[Date Prev][Date Next][Thread Prev][Thread Next][Date Index][Thread Index]

Re: Questions about character sets and their encodings



Mark,

You are right, I did a mistake taking UniversalString for GeneralString
(which allows all 2022 coding and announcements).

Obviously UniversalString is rserved for BMP of ISO 10 646, canonical form
- 4 bytes per charcater. What is not clear here is the 4 bytes, which are
used when you specify the group, the plane and the row and cell
of every charcater. If it is just BMP ISO 10 646 1.1 then you do not need
the first two bytes. Using them just take more space and bandwith.
It will be intersting to see who else has done the same implementation
as you. However. it is true that very soon we will have another plane
which will code all ideographic scripts.
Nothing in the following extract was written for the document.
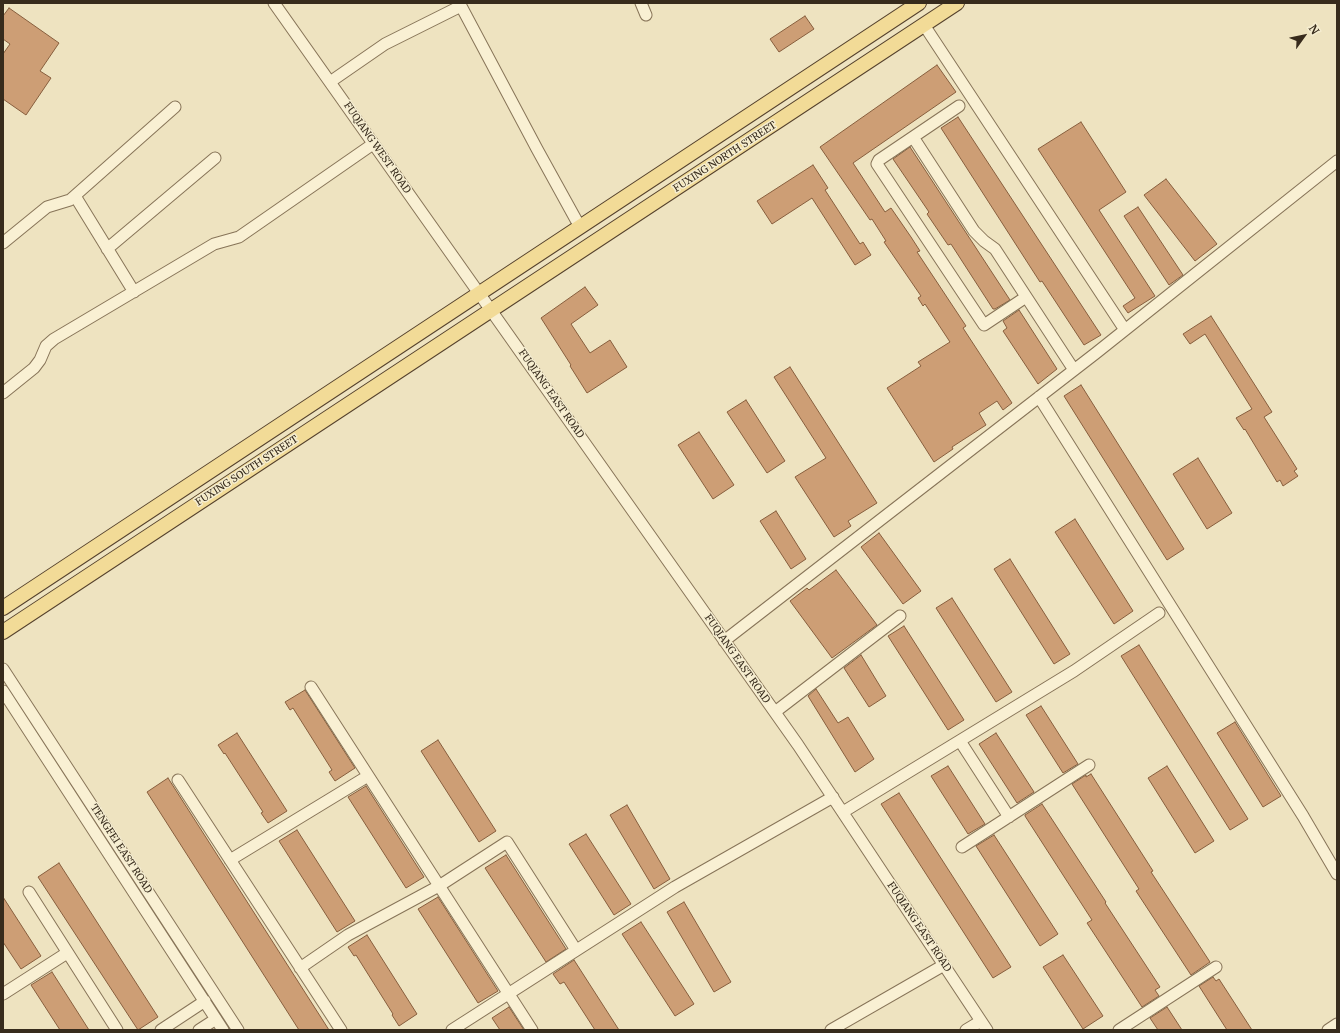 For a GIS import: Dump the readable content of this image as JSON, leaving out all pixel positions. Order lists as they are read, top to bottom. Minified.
{"streets":{"main road":["FUXING NORTH STREET","FUXING SOUTH STREET"],"street":["FUQIANG WEST ROAD","FUQIANG EAST ROAD","TENGFEI EAST ROAD"]},"crossings":[["FUQIANG WEST ROAD","FUXING NORTH STREET"],["FUQIANG WEST ROAD","FUQIANG EAST ROAD"],["FUQIANG WEST ROAD","FUXING SOUTH STREET"],["FUXING NORTH STREET","FUQIANG EAST ROAD"],["FUXING NORTH STREET","FUXING SOUTH STREET"],["FUQIANG EAST ROAD","FUXING SOUTH STREET"]],"north":"top right"}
That was solution recently
endorsed by WG 2 of ISO JTC1 SC2.

Regards,

Borka

> Borka, 
> 
> It sounds to me like you are refering (in the quoted text at the end
> of this message) to the unrestricted string type, rather than the
> UniversalString type.  X.690 describes a rather complicated structure
> (in 8.21.6) for that type that includes the object identifiers and
> such.  But X.690 says:
> 
>  8.20.5 For restricted character string apart from UniversalString and
>  BMPString the octet string shall contain the octets specified in ISO
>  2022 for encodings in an 8-bit environment, using the escape sequence
>  and character codings registered in accordance with ISO 2375.
> 
> This would seem to imply that UniversalString and BMPString don't use
> escape sequences, since escape sequences aren't mentioned anywhere
> else in reference to UniversalString.  Which would make sense, because
> it seems to me that the whole point of UniversalString is to be a
> "flat" character set, where you don't have to worry about escape
> sequences and modes.  This seems to be confirmed by the fact that
> UniversalString doesn't appear in "Table 3 - Use of escape sequences",
> and also by
> 
>  8.20.7 For the "UniversalString" type, the octet string shall contain
>  the octets specified in ISO/IEC 10646-1, using the 4-octet canonical
>  form (see 14.2 of ISO/IEC 10646-1).  Control functions and signatures
>  shall not be used.
> 
> Since all values in the character set can be reproduced in 4 octets,
> there is no reason for escape codes.
> 
> I think my current encoding is correct (nobody said my example was
> wrong) but I'd like to see other examples of UniversalString encodings
> (not necessarily even in certificates!), both because I'm paranoid :)
> and because nobody has indicated that they believe my encoding to be
> correct.  Knowing this list, I wouldn't be surprised if it was just
> that the few people who actually know (at this point in time it's kind
> of an obscure issue) just were too busy to respond.  But up until now,
> I haven't been able to find a single example of a UniversalString DER
> or BER encoding, in or out of a certificate.  Arrrggghhh!  Isn't
> *anybody* using UniversalString?  Is anybody reading this thread?
> 
> - Mark Bartel
>